Camp Pendleton Cross Decision Expected, Atheists Threaten Suit

FoxNews recently updated the Camp Pendleton cross controversy with an interview of one of the widows whose husband helped raise the original cross.

“It’s not a religious spot at all, it’s a place for the Marines to grieve and to grow to let go of their burdens of what they had in their soul, so they can go back down that hill and back into battle and put their own lives on the line,” says Marine widow Karen Mendoza.

It also quotes Col Nicholas Marano, the Camp Pendleton commander who retired at the beginning of the month:

Retired Marine Colonel Nick Marano tells us, “This wasn’t intended to be a religious memorial, it was just intended to be able to provide a fitting and a dignified memorial to their fallen comrades and frankly controversy was the very last thing on their minds.”

Jason Torpy has decried the memorial, which is located on the internally named Camp Horno portion of Camp Pendleton, as an example of “Christian privilege.” Apparently, the mere existence of something resembling Christianity is proof Christianity is given an official advantage in the United States.  Col Marano begged to differ:

Marano tells me no one would complain if, for example, someone decided to put up a Buddhist shrine, “No one would complain at all, and I bet if we poked around, we’d probably find something like that here…I mean you can see a very side variety of items have been used, everything from a bottle of Jack Daniels to a Purple Heart and everything in between. I think most Americans are very fair-minded and see this memorial, frankly, for what it is,” says the Colonel as he overlooks the site.

The US House of Representatives recently passed a bill explicitly acknowledging the appropriateness of religious references in military memorials, though, as an unofficial monument the Camp Pendleton cross would not likely be covered.

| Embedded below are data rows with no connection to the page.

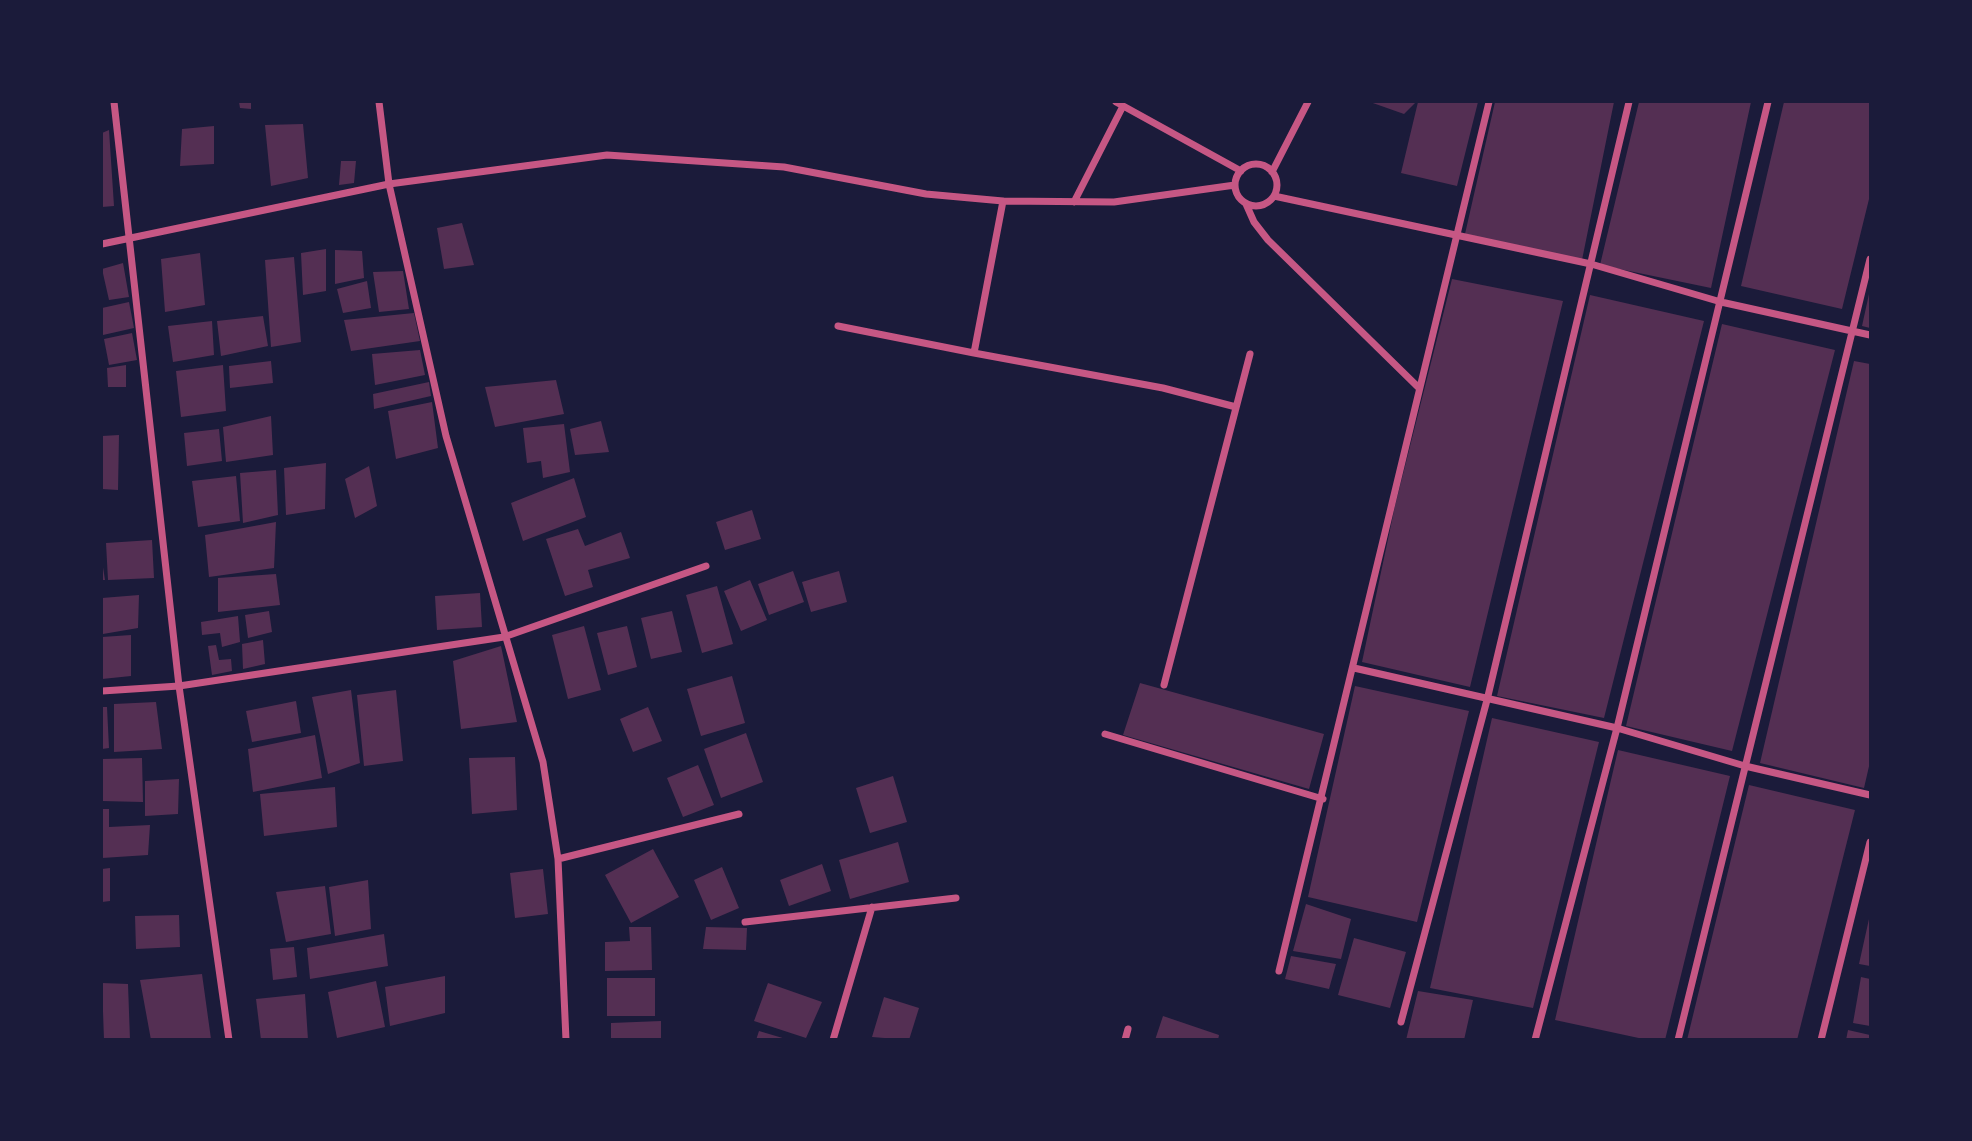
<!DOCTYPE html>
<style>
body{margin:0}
#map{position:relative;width:1972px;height:1141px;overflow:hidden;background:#1b1b3a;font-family:"Roboto Serif",serif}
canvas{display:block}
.frame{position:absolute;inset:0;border:103px solid #1b1b3a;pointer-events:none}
</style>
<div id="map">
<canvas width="1972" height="1141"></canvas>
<div class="frame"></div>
</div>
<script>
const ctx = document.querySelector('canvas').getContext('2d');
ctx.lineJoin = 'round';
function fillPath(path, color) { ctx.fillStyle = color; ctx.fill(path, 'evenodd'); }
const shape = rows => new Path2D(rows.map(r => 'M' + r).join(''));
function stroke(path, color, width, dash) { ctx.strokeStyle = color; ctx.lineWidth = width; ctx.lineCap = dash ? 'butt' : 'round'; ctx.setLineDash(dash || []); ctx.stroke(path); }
fillPath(shape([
 [239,102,251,102,251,109,240,108],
 [1370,102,1416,102,1404,114],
 [1418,102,1478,102,1457,186,1401,173],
 [1495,102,1614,102,1582,260,1465,234],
 [1639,102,1751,102,1711,288,1600,265],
 [1784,102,1870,102,1870,195,1842,309,1741,286],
 [303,124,308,178,271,186,265,125],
 [214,126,214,164,180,166,182,129],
 [109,130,114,206,102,207,102,133],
 [341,161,356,161,354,183,339,185],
 [462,223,474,265,444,269,437,228],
 [326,249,326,291,303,295,301,253],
 [335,250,362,251,364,278,335,284],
 [200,253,205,305,165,312,161,259],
 [294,257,301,342,271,347,265,260],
 [123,263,129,297,109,300,102,269],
 [403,271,409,309,379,312,373,272],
 [1452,279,1563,301,1470,687,1362,662,1395,506],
 [367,281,371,308,343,313,337,289],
 [1869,294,1870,294,1870,328,1862,326],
 [1590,295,1704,321,1604,718,1497,696],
 [129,302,134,328,103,335,102,308],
 [414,313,420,341,351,351,344,320],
 [263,316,268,346,221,356,217,321],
 [212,321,214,355,173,362,168,326],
 [1722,324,1835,350,1732,751,1626,726],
 [132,333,137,360,109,365,104,339],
 [420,350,425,375,375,385,372,354],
 [271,361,273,383,230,388,229,366],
 [1854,361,1870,364,1870,762,1864,788,1760,763],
 [126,365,126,387,108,387,107,368],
 [223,365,226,411,181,417,176,371],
 [556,380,564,414,495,427,485,387],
 [429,382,431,396,374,409,373,394],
 [432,402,438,448,396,459,388,411],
 [271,416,273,455,226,462,223,427],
 [601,421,609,452,575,455,570,429],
 [564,424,570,472,543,478,541,461,527,463,523,428],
 [219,429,222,461,187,466,184,433],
 [119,435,118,490,102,489,102,436],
 [326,463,325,509,286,515,284,468],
 [369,466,377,506,355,518,345,479],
 [276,470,278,515,243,523,240,473],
 [236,476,240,521,198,527,192,481],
 [574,478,586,517,523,541,511,503],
 [752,510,761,539,725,550,716,522],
 [276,522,274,568,209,577,205,535],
 [578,529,585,546,621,532,630,558,588,570,593,587,565,596,546,539],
 [152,540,154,578,108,580,106,543],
 [102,561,105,580,102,580],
 [793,571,804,602,769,615,758,584],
 [839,571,847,602,811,612,802,582],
 [276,574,280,605,218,612,218,578],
 [750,580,767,620,741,631,724,591],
 [717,586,733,644,702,653,686,595],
 [480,593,482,627,437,630,435,596],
 [139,595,138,628,103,634,102,598],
 [269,611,272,632,248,638,245,615],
 [672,611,682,652,651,659,641,618],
 [238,616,240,642,222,647,220,633,202,635,201,622],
 [584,626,601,690,568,699,552,635],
 [627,626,637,667,608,675,597,633],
 [131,635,131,676,102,679,102,637],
 [263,640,265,664,243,669,242,644],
 [216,645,219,660,231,659,232,671,212,675,208,646],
 [501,646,517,722,461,729,453,661],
 [732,676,745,723,701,736,687,689],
 [1140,683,1324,734,1309,789,1123,735],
 [1355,686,1469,711,1417,922,1308,897],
 [351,690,360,763,328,774,312,697],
 [396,690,403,761,364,766,357,695],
 [296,701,301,733,252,742,246,711],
 [156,702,162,749,114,752,114,704],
 [102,707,107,707,109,748,102,749],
 [648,707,662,741,633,752,620,719],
 [1492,718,1599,742,1533,1008,1430,988],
 [746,733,763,782,721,798,704,749],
 [315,735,322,778,253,792,248,749],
 [1618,750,1730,776,1665,1040,1648,1040,1555,1020],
 [515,757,517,810,472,814,469,758],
 [142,758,143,802,102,801,102,759],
 [698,765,714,805,683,817,667,778],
 [893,776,907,822,870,833,856,788],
 [179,779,178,814,145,816,145,781],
 [1749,785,1855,810,1797,1040,1687,1040],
 [335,787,337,827,264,836,260,794],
 [102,809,109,809,109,827,150,825,148,855,102,858],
 [898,842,909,882,850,899,839,860],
 [653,849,679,897,631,923,605,875],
 [822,864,831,891,789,906,780,880],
 [722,867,739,908,711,920,694,880],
 [110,868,110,901,102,902,102,869],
 [543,869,548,914,515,918,510,873],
 [368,880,371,929,335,936,329,887],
 [325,886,331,934,286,942,276,892],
 [1306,904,1351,919,1341,959,1293,951],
 [179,915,180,947,136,949,135,916],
 [1869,919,1870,919,1870,966,1859,964],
 [629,927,651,927,652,970,605,971,605,942,630,941],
 [706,927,747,928,746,950,703,949],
 [384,934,388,966,310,979,307,948],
 [1354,938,1406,952,1390,1008,1338,995],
 [294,947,297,977,273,980,270,949],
 [1291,956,1336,964,1329,989,1285,979],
 [202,974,211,1039,151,1040,140,980],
 [445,976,445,1013,390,1026,385,987],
 [1861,977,1870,979,1870,1026,1853,1023],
 [607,978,655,978,655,1016,607,1016],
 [376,981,385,1027,337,1038,328,992],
 [102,983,128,984,130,1040,104,1040],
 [768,983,822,1002,806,1038,754,1021],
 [1418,991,1473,1000,1464,1040,1406,1040],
 [305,994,308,1040,261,1040,256,999],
 [884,997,919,1008,909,1040,872,1037],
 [1163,1016,1219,1035,1218,1040,1155,1040],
 [661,1021,661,1040,611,1040,611,1023],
 [1848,1030,1870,1035,1870,1040,1846,1040],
 [759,1031,786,1039,786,1040,756,1040]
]), '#542f53');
stroke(shape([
 [114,102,179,686,229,1040],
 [379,102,389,184,446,436,543,762,558,859,566,1040],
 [1116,102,1241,171],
 '1235 185a21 21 0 1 1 42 0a21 21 0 1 1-42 0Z',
 [1272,172,1308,102],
 [1274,196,1591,264,1721,302,1870,335],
 [1074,202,1123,106],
 [1246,204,1254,222,1268,240,1419,388],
 [102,244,389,184,607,155,784,167,926,194,1003,201,1114,202,1235,185],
 [838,326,974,353,1003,201],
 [974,353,1163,388,1236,407],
 [1354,668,1617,728,1745,766,1870,795],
 [1164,685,1250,354],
 [102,691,179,686,504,637,706,566],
 [1105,734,1323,799],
 [558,859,739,814],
 [745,922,956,898],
 [1279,971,1489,102],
 [1401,1022,1487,700,1629,102],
 [833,1040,872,907],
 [1125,1040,1128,1029],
 [1535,1040,1617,728,1768,102],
 [1678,1040,1870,259],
 [1821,1040,1870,842]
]), '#c65784', 7);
</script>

This isn’t the first time Torpy has cried over references to Christianity expressed by members of the military (he even said military members caught “Tebowing” should be punished) — and it won’t be the last.  He fails to acknowledge that military members are not restricted from expressing their faith — or simply choosing to honor their fellow Marines, as at Pendleton.  Crosses have been raised as memorials for the fallen for centuries in the United States (some of which, unlike the cross at Camp Horno, were erected with government money); there is no proof they have been an attempt by the government to promote Christianity or enforce a religious view. 

In fact, if the crosses were an attempt to protect Christian privilege or establish or favor Christianity, atheists should instead be laughing at them as colossal failures.  Despite how long some have stood, there is no evidence a war memorial cross has resulted in the conversion of a single person; some atheists even claim atheism — not Christianity — is the fastest growing “religion,” despite the presence of crosses on government land.  It seems Torpy has little to worry about.

The crosses at Camp Horno were not erected by the US Marines, nor are they official.  Their presence does not privilege Christianity, nor does it establish Christianity as a state religion.  The Constitutionally required position of the US government with respect to religion does not mandate that all hints of religious faith be scrubbed from the public landscape.

That Torpy, as an atheist, is offended by what the cross may represent is irrelevant.  Contrary to his insinuation, it is not the role of the US government to protect his sensitive feelings — though that doesn’t mean he won’t try:

the MAAF says if they don’t come down soon, it will file a lawsuit and possibly hold protests outside the Marine base gates.

Jason Torpy seems awfully wound up about something he claims he doesn’t believe in.